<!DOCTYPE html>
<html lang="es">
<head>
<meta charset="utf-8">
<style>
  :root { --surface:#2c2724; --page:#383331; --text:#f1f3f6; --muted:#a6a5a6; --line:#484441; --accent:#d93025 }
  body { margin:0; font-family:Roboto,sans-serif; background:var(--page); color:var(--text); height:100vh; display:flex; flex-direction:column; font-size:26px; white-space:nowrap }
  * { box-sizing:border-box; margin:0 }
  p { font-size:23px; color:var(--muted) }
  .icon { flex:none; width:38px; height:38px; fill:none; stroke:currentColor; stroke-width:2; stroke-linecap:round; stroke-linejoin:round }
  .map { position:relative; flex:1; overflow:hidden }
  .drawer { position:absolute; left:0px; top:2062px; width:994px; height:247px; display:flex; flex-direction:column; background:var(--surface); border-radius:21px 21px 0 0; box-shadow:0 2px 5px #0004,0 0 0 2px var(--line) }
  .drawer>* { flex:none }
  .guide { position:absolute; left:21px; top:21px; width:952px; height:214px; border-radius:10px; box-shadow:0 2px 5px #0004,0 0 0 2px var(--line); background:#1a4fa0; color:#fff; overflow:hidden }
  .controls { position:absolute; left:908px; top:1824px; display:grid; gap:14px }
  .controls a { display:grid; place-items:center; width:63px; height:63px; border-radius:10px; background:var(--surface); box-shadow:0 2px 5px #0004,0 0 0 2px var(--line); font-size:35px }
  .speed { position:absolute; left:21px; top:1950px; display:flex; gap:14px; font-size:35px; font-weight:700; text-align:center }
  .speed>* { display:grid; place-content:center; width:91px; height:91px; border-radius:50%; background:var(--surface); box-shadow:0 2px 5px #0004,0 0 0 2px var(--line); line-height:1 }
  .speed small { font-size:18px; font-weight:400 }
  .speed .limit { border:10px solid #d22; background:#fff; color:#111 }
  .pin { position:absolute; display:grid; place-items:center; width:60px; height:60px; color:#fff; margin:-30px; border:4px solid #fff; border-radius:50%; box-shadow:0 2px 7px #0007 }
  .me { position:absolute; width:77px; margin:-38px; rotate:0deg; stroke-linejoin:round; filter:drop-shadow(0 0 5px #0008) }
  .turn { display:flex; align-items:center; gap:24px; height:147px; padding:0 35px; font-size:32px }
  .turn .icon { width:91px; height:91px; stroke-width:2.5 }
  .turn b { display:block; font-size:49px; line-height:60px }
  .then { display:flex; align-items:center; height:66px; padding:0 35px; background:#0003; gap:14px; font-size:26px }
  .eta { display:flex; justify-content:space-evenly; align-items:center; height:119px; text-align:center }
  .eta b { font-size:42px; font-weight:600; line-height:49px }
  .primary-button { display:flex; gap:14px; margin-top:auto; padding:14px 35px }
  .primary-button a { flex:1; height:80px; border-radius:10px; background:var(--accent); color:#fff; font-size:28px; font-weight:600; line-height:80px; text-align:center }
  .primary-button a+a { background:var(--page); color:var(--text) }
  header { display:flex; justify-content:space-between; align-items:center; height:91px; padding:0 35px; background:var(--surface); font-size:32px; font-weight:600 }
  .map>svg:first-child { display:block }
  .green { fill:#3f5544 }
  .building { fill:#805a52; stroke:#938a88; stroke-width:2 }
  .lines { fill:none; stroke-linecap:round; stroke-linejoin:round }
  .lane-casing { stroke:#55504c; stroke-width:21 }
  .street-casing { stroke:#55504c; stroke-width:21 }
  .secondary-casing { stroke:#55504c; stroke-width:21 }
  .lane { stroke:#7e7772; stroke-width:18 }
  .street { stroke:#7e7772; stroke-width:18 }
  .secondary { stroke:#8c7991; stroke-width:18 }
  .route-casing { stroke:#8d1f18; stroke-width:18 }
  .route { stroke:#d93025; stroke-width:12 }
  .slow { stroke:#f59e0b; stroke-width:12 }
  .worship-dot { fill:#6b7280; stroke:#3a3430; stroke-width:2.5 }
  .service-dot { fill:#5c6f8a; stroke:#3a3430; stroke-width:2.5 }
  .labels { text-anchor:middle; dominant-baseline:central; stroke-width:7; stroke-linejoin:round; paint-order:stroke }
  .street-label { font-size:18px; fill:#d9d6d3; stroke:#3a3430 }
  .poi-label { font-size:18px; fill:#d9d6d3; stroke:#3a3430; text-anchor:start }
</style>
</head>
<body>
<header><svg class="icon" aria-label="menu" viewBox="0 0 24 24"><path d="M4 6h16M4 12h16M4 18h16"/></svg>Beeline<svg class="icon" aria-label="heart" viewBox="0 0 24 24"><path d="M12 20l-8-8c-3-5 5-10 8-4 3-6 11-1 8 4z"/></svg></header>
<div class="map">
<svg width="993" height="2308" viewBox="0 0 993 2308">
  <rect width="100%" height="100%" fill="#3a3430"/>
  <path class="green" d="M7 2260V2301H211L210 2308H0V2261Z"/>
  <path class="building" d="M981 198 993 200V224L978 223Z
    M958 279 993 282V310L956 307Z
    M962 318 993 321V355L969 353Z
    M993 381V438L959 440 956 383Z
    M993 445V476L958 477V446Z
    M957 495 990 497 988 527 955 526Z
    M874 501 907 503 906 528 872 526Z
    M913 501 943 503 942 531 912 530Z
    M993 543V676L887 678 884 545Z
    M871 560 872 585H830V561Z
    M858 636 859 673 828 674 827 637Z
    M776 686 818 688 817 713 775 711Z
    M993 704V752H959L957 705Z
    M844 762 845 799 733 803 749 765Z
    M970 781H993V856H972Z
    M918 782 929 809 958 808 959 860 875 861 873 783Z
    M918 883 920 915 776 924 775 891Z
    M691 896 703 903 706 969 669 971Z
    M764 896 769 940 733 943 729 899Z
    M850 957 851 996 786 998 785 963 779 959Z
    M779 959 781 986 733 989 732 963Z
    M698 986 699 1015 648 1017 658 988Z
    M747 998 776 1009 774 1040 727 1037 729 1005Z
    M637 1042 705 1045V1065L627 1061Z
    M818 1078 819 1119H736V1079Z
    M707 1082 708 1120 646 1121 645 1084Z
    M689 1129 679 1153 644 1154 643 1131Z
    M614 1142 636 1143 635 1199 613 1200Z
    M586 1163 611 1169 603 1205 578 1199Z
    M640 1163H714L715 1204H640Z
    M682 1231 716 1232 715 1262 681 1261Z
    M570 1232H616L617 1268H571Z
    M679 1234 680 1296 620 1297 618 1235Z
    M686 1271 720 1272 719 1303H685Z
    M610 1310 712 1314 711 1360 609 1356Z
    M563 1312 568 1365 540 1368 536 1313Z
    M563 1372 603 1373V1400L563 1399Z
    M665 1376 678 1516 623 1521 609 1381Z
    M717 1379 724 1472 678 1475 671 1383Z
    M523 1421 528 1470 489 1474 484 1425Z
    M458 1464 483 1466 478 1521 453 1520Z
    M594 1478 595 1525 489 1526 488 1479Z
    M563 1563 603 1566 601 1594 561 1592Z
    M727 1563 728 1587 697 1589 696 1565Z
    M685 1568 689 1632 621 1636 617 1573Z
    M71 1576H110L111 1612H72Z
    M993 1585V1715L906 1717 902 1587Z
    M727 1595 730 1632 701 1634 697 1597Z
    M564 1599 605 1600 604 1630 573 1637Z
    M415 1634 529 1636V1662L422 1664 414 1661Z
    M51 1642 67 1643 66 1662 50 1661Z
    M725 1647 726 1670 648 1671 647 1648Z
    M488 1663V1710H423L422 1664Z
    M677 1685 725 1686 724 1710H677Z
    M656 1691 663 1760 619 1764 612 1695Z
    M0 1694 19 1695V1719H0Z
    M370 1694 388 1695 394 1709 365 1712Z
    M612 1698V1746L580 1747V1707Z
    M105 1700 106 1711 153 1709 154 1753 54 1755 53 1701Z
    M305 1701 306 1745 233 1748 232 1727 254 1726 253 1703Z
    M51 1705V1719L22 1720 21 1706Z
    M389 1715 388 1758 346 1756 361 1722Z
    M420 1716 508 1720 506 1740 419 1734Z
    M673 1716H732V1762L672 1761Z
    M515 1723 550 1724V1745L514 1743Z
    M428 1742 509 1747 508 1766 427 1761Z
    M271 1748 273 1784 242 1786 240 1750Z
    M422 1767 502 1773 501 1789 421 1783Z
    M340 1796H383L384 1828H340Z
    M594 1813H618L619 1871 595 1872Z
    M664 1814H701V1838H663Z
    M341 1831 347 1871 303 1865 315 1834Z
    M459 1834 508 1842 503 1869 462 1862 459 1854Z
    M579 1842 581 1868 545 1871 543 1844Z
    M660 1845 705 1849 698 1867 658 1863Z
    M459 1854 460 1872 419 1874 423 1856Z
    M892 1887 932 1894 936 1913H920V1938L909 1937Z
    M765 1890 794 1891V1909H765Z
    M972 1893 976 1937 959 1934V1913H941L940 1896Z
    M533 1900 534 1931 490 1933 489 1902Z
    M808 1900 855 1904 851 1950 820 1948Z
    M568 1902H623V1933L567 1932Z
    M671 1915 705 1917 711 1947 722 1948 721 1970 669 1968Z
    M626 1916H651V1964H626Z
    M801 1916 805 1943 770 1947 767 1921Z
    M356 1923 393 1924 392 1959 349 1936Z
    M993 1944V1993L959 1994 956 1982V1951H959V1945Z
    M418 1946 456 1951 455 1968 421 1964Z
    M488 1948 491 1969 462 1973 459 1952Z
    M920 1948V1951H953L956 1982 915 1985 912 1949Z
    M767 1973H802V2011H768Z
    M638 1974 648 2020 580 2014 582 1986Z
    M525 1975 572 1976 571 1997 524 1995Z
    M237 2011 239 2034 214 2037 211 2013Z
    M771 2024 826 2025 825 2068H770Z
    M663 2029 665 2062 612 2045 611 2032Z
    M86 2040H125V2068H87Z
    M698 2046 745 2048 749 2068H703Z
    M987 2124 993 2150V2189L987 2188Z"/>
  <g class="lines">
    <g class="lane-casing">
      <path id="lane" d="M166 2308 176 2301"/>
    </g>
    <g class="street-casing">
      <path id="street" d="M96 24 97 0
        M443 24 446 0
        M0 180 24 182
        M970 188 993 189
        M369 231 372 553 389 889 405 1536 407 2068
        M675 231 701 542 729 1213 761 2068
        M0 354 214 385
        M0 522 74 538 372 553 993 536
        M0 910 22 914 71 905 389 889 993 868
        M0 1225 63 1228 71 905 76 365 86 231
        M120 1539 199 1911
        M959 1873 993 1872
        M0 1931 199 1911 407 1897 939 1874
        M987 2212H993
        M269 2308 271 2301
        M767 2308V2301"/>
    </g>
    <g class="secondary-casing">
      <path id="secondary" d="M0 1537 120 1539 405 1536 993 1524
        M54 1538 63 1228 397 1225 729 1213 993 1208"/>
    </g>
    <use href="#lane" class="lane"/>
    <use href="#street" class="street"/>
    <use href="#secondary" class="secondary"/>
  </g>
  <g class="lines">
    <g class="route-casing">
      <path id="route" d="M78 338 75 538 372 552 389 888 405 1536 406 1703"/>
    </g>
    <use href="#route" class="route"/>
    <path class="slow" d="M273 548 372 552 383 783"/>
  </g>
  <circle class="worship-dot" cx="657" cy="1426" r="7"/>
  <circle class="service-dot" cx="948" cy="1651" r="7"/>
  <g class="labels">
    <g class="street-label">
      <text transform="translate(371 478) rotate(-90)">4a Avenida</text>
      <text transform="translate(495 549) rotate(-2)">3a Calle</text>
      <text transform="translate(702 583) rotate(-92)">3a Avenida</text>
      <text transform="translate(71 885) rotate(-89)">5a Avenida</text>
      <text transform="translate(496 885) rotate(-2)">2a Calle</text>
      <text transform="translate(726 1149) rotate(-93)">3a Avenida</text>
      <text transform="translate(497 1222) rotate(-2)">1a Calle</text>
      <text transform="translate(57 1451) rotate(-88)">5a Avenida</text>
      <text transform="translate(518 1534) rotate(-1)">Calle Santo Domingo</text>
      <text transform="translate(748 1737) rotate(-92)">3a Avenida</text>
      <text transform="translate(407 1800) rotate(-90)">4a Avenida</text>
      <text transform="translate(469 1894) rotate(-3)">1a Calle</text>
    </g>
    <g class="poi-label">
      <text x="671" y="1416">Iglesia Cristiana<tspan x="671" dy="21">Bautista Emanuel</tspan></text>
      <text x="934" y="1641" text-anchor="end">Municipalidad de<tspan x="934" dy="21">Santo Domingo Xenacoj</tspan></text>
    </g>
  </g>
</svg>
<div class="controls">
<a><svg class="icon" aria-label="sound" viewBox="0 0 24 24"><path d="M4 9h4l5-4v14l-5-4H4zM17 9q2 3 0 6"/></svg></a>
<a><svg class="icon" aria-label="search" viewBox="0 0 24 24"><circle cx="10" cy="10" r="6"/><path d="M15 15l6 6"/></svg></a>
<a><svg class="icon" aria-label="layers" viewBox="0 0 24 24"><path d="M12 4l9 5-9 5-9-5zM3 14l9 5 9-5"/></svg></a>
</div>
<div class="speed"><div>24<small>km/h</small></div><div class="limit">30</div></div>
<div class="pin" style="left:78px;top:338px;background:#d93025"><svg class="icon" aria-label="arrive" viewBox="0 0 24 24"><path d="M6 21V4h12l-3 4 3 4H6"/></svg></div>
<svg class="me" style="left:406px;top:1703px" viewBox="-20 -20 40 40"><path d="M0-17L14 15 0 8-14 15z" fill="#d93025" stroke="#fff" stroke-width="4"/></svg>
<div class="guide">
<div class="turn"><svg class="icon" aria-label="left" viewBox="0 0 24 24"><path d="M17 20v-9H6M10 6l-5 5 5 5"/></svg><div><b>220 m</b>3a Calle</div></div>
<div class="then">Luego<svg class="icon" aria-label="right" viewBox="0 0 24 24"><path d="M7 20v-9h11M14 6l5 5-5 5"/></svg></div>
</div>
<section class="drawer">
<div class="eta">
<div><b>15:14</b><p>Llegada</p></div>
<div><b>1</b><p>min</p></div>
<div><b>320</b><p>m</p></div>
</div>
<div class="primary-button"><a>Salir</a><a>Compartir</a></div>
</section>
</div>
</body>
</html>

WHAT IS BEING ASKED: The lines to copy run from the start of the records above through the line holding "position:relative; flex:1; overflow:hidden"; give them exactly, both ends included, and nothing else.

ANSWER TO THIS TASK:
<!DOCTYPE html>
<html lang="es">
<head>
<meta charset="utf-8">
<style>
  :root { --surface:#2c2724; --page:#383331; --text:#f1f3f6; --muted:#a6a5a6; --line:#484441; --accent:#d93025 }
  body { margin:0; font-family:Roboto,sans-serif; background:var(--page); color:var(--text); height:100vh; display:flex; flex-direction:column; font-size:26px; white-space:nowrap }
  * { box-sizing:border-box; margin:0 }
  p { font-size:23px; color:var(--muted) }
  .icon { flex:none; width:38px; height:38px; fill:none; stroke:currentColor; stroke-width:2; stroke-linecap:round; stroke-linejoin:round }
  .map { position:relative; flex:1; overflow:hidden }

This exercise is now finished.